Therefore, the remaining portion of the light is recycled to
increase the luminance of the backlight assembly.
[0091] The reflecting polarizing layer 450 may be a dual brightness
enhancement film (DBEF), a cholesteric liquid crystal (CLC) film,
metal grid polarizer (MGP) film, etc. The DBEF transmits a P-wave
portion of the light that is incident on the DBEF, and reflects a
S-wave portion of the light that is incident on the DBEF. The CLC
film transmits a portion of the light having a predetermined
wavelength, and reflects a remaining portion of the light that is
incident on the CLC film. The MGP film includes a plurality of
metal portions arranged with a predetermined separation interval.
The DBEF and CLC of FIGS. 9 and 10 are same as in FIGS. 3 to 5.

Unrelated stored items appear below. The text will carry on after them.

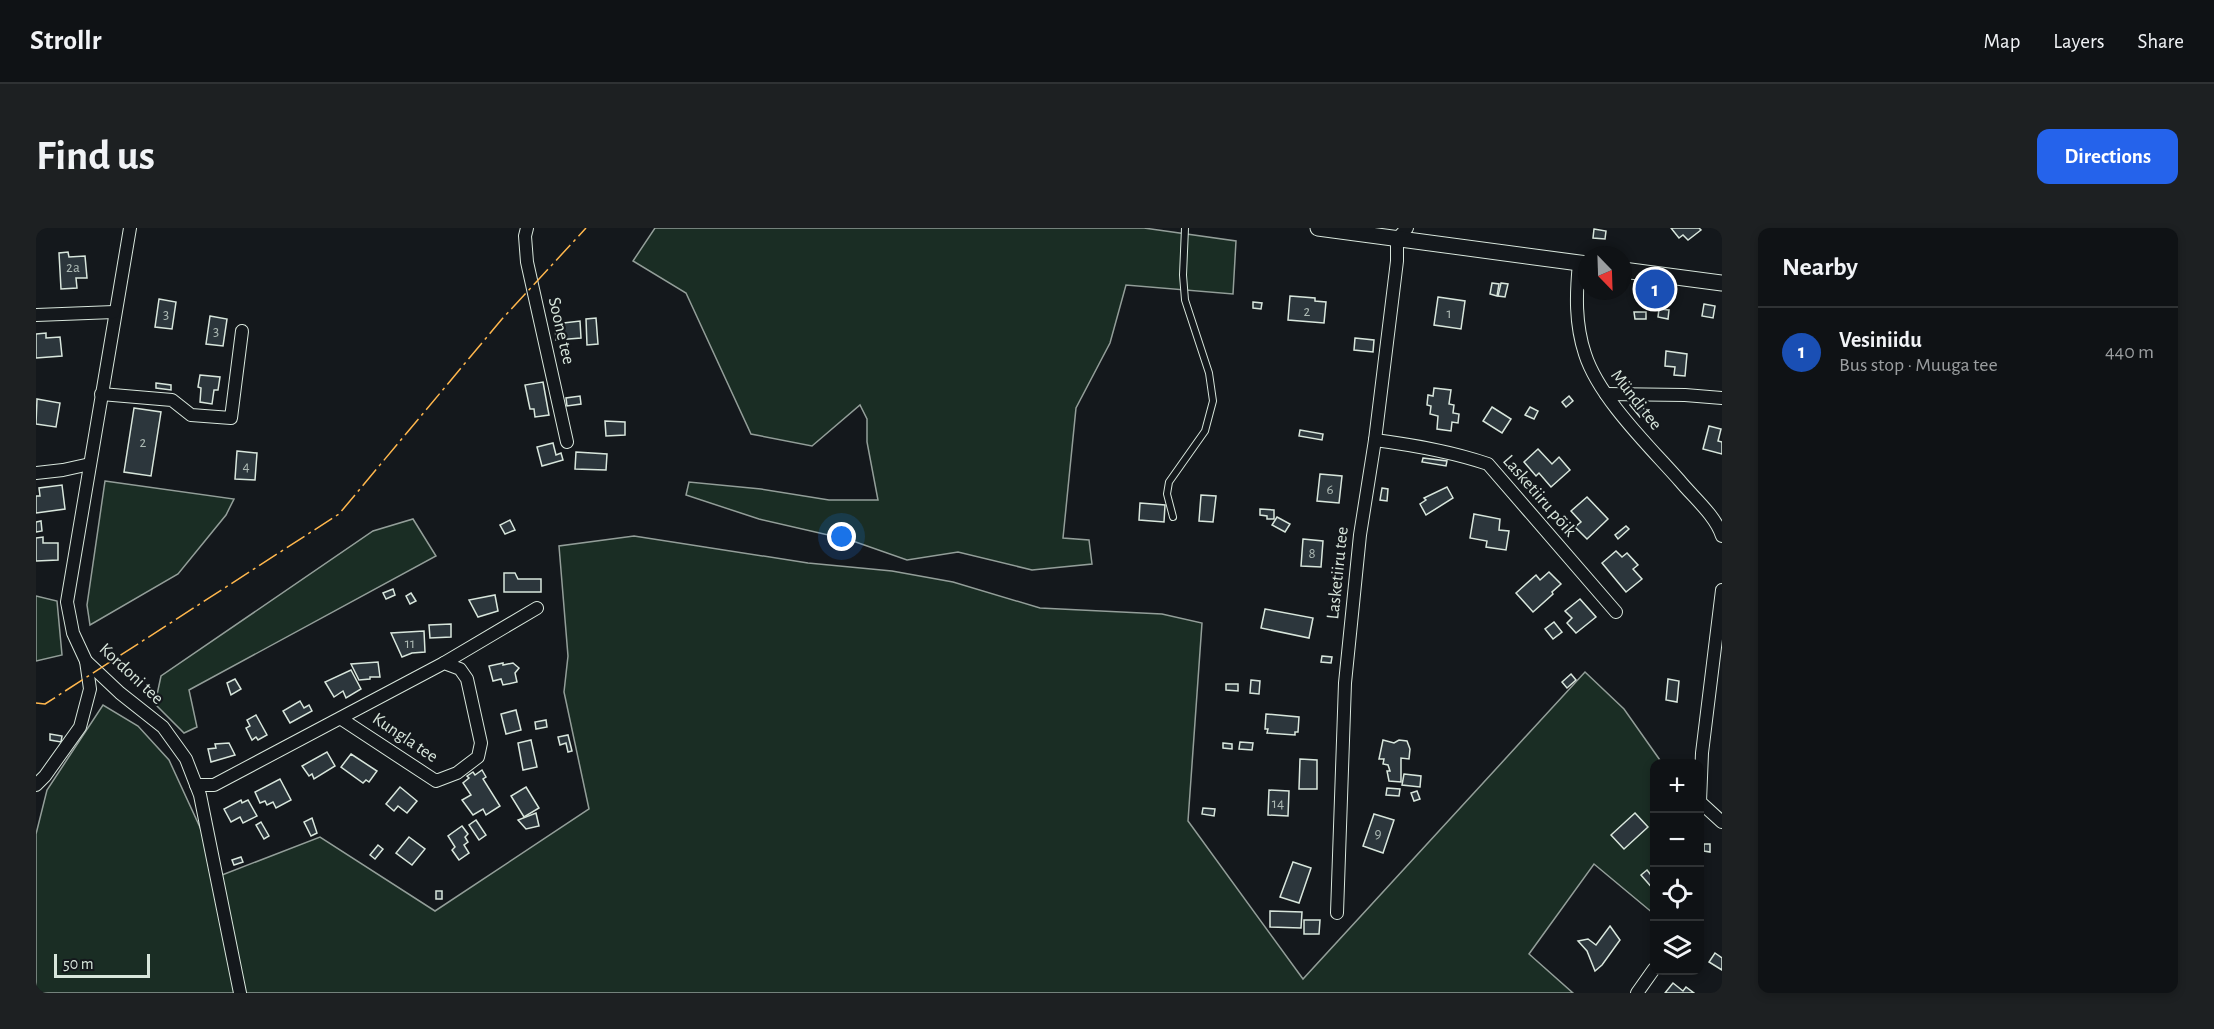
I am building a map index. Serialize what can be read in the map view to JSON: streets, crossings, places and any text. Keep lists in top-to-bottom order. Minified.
{"streets":{"street":["Soone tee","Mündi tee","Lasketiiru põik","Lasketiiru tee","Kordoni tee","Kungla tee"]},"crossings":[["Lasketiiru põik","Lasketiiru tee"],["Kordoni tee","Kungla tee"]],"house_numbers":["2a","2","1","3","3","2","4","6","8","11","14","9"],"scale_bar":"50 m","north":"bottom right","page":{"header":"Strollr","nav":["Map","Layers","Share"],"buttons":"Directions","title":"Find us","heading":"Nearby","pins":"1","list":[{"mark":"1","name":"Vesiniidu","note":"Bus stop · Muuga tee","value":"440 m"}],"map_buttons":["+","−"],"scale":"50 m"}}
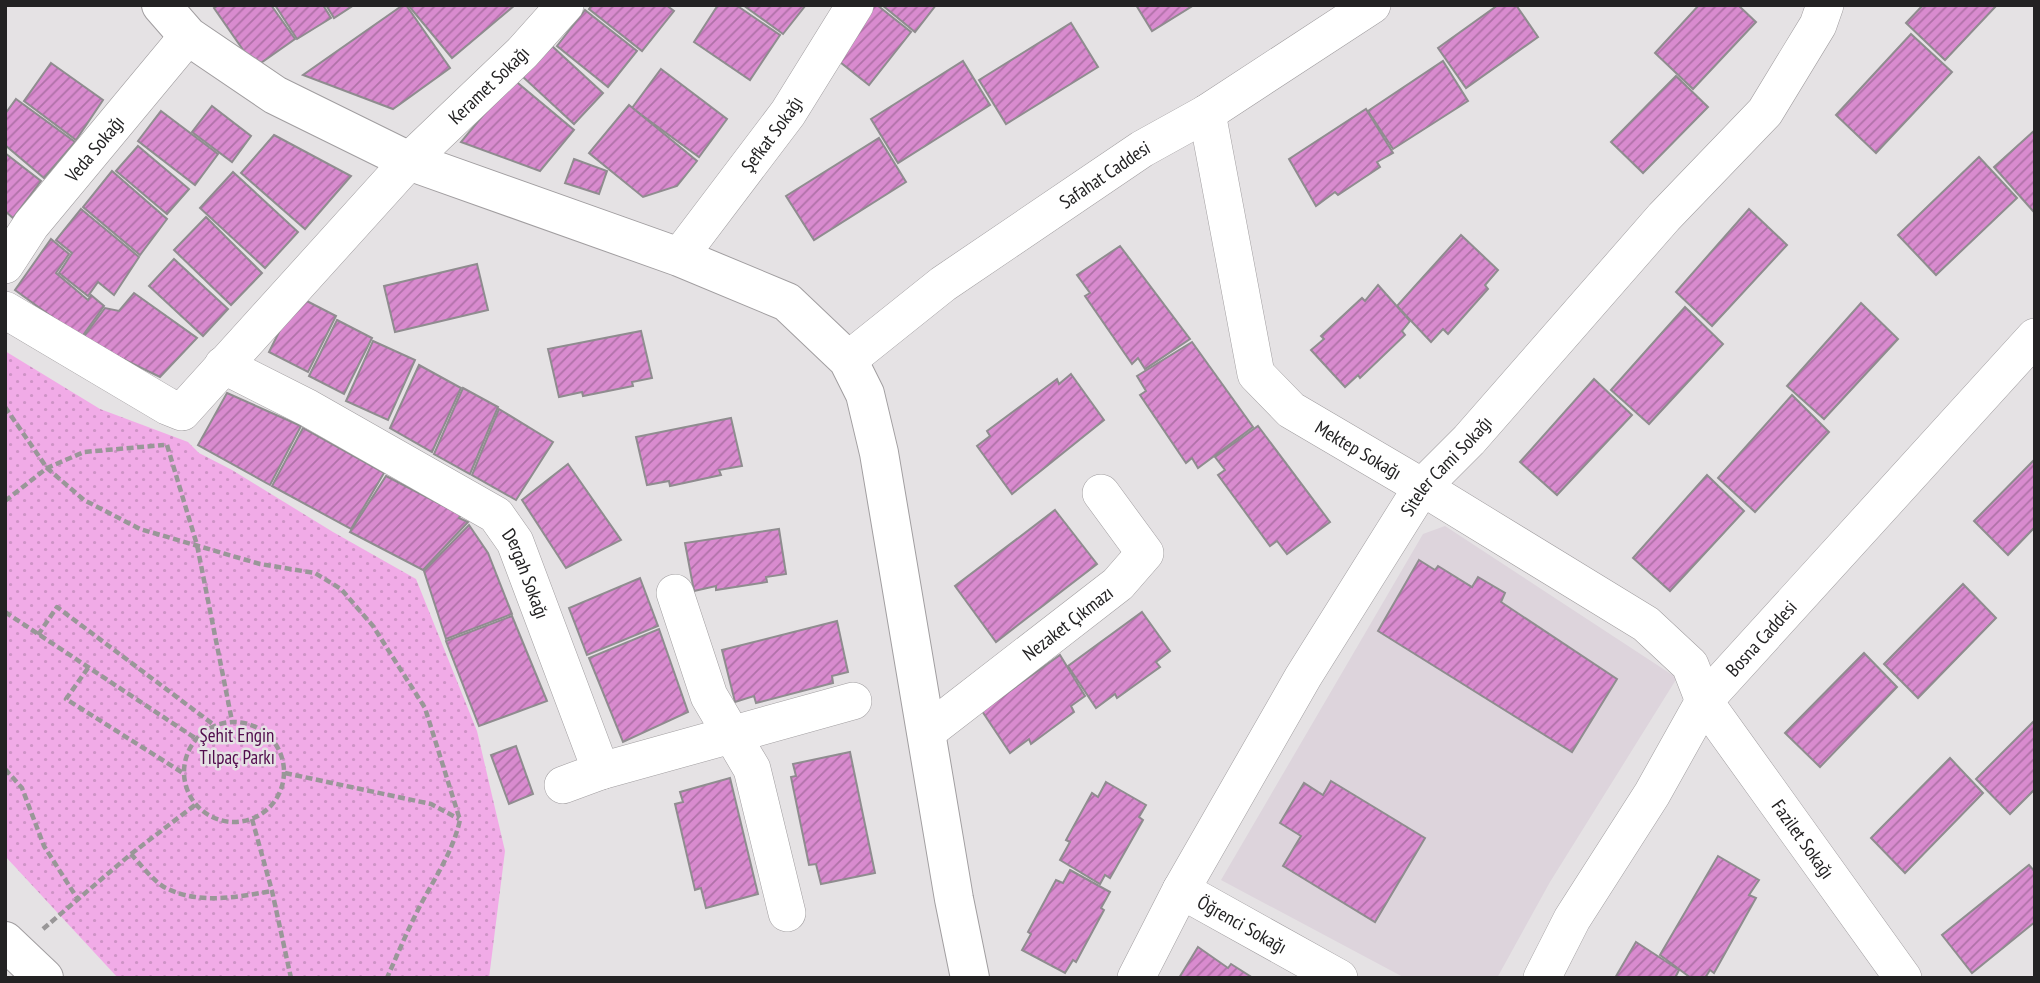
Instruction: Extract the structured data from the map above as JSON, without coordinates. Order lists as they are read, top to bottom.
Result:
{
  "streets": {
    "street": [
      "Keramet Sokağı",
      "Şefkat Sokağı",
      "Veda Sokağı",
      "Safahat Caddesi",
      "Mektep Sokağı",
      "Siteler Cami Sokağı",
      "Dergah Sokağı",
      "Nezaket Çıkmazı",
      "Bosna Caddesi",
      "Fazilet Sokağı",
      "Öğrenci Sokağı"
    ]
  },
  "crossings": [
    ["Safahat Caddesi", "Mektep Sokağı"],
    ["Mektep Sokağı", "Siteler Cami Sokağı"],
    ["Mektep Sokağı", "Bosna Caddesi"],
    ["Mektep Sokağı", "Fazilet Sokağı"],
    ["Siteler Cami Sokağı", "Öğrenci Sokağı"],
    ["Bosna Caddesi", "Fazilet Sokağı"]
  ],
  "parks": ["Şehit Engin Tılpaç Parkı"]
}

Thus, further explanation concerning the above elements will be
omitted.
[0092] The light guiding plate 400 may further include a plurality
of second prism patterns 460 that are formed on the reflective
polarizing layer 450. The second prism patterns 460 may be disposed
across all of the light exiting surface 430 to increase a luminance
of the light that exits from the second prism patterns 460 when
viewed on a plane.
[0093] Each of the second prism patterns 460 includes a plurality
of second prisms 462 that are adjacent to one another.
Alternatively, each of the second prisms 462 may be spaced apart
from one another. Each of the second prisms 462 extends in a
direction substantially perpendicular to a longitudinal direction
of the lamp 112. That is, the first prism patterns 440 are
substantially perpendicular to the second prism patterns 460.
[0094] Each of the second prisms 462 has a substantially triangular
cross-section. A second pitch PW2 of the second prisms 462 is about
50 .mu.m to about 150 .mu.m. A second corner angle .theta.2 of each
of the second prisms 462 is about 60.degree. to about 120.degree..
For example, the second pitch PW2 and a second height PH2 of each
of the second prisms 462 are about 100 .mu.m and about 50 .mu.m,
respectively, and the second corner angle .theta.2 of each of the
second prisms 462 is about 80.degree. to about 90 .degree..
[0095] Alternatively, each of the second prisms 462 may have a
rounded corner Each of the second prisms 462 may also have a
substantially semi-elliptical cross-section or a substantially
semi-circular cross-section.
[0096] FIG. 11 is an exploded perspective view showing a liquid
crystal display (LCD) device in accordance with one embodiment of
the present invention. FIG. 12 is a cross-sectional view showing
the LCD device shown in FIG. 11.
[0097] Referring to FIGS. 11 and 12, the LCD device 500 includes a
backlight assembly 600 and a display unit 700. The backlight
assembly 600 generates light. The display unit 700 displays an
image using the generated light.
[0098] The backlight assembly 600 includes a lamp unit 610, a light
guiding plate 620, and a reflecting sheet 630. The lamp unit 610
includes a lamp 612 and a lamp cover 614. The lamp 612 generates
light. The light guiding plate 620 includes a light incident
surface 621, a light reflecting surface 623 and a light exiting
surface 625. The light generated by the lamp 612 is incident into
the light guiding plate 620 through the light incident surface 621.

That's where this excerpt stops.